The SYSTEM_PROMPT for the chat assistant is highly prescriptive, guiding the LLM to respond in Portuguese, use tools for data, format values in BRL, and adhere to specific output formats for "Taxa de no-show" and "Resumo do mês." This ensures consistent and useful responses.

The route also implements important guardrails:

  • Authentication and Authorization: It verifies the user and professional identity using getUser and getProfessional.
  • Rate Limiting: A getAiChatLimiter (defined in src/lib/ratelimit.ts) is applied per authenticated user.id with a prefix of rl:ai-chat, allowing 20 requests within a 1-hour window. This prevents a single user from incurring excessive Groq costs.
  • Plan Guard: The canUseFeature utility checks if the professional's plan (e.g., Pro or Premium) or trialEndsAt date allows access to the "assistant" feature, ensuring feature gating based on subscription.

Design Decisions

The architectural choices in the AI tool-calling layer reflect a balance between leveraging LLM capabilities and maintaining control over data integrity and business logic.

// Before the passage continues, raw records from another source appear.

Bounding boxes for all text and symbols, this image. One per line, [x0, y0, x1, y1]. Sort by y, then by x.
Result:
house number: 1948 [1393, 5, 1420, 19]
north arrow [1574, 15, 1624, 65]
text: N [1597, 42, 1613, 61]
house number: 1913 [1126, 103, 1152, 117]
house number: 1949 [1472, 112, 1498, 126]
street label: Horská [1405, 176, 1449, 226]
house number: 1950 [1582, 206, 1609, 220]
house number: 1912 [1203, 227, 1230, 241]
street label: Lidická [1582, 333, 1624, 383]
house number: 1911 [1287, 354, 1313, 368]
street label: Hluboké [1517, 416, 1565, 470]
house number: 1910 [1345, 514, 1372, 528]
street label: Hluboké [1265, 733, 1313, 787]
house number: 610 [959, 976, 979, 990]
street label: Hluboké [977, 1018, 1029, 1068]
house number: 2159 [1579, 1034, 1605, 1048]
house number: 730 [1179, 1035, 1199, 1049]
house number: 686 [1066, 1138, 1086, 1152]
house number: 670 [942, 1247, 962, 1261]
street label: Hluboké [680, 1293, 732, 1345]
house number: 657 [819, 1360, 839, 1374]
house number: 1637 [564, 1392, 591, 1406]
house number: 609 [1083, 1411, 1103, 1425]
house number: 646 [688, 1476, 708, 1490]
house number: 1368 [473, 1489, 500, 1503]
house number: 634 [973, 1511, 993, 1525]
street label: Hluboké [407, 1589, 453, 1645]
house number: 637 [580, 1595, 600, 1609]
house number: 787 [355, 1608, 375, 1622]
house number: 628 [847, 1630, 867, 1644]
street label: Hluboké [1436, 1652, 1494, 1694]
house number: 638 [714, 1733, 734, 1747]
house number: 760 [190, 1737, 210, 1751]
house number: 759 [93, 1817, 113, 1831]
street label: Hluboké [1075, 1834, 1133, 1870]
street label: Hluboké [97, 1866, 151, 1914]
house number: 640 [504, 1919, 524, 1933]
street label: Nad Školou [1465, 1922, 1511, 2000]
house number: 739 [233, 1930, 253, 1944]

  1. Two-Pass LLM Interaction: This pattern was chosen to clearly separate the LLM's role in understanding intent and generating natural language from the application's role in executing business logic and data access. This makes the system more predictable, easier to debug, and allows for robust error handling within the tool implementations themselves, rather than relying solely on the LLM to interpret complex database errors.
  2. Dedicated, Granular Tools: Instead of a single, broad tool, specific functions like get_available_slots or book_appointment are defined. This provides the LLM with clear, unambiguous actions it can take, reducing hallucination and improving the reliability of tool calls. Each tool's parameters are precisely defined, guiding the LLM to extract the correct information from user prompts.
  3. Serializable Transactions for Critical Operations: The bookAppointment function's use of a db.transaction with serializable isolation is a critical decision for data consistency. It directly addresses the challenge of concurrent booking requests, ensuring that the system can reliably prevent double-bookings by detecting and resolving race conditions at the database level. This is a robust approach to maintaining data integrity in a multi-user environment.
  4. Explicit Timezone Handling: The inclusion of saoPauloDate and formatSaoPauloTime/formatSaoPauloDate helpers in ai-intake.ts demonstrates a conscious decision to handle timezone complexities explicitly. Given that Brazil abolished DST in 2019, fixing São Paulo to UTC-3 simplifies calculations but requires careful implementation to avoid off-by-one day or hour errors, especially when converting between local time and UTC for database storage.
  5. Per-User Rate Limiting: Implementing getAiChatLimiter().limit(user.id) for the ai/chat endpoint is a pragmatic choice to manage operational costs associated with LLM API calls. By limiting requests per authenticated user rather than per IP address, it prevents a single user from monopolizing resources or incurring excessive charges, while still allowing multiple users from the same network to use the service independently.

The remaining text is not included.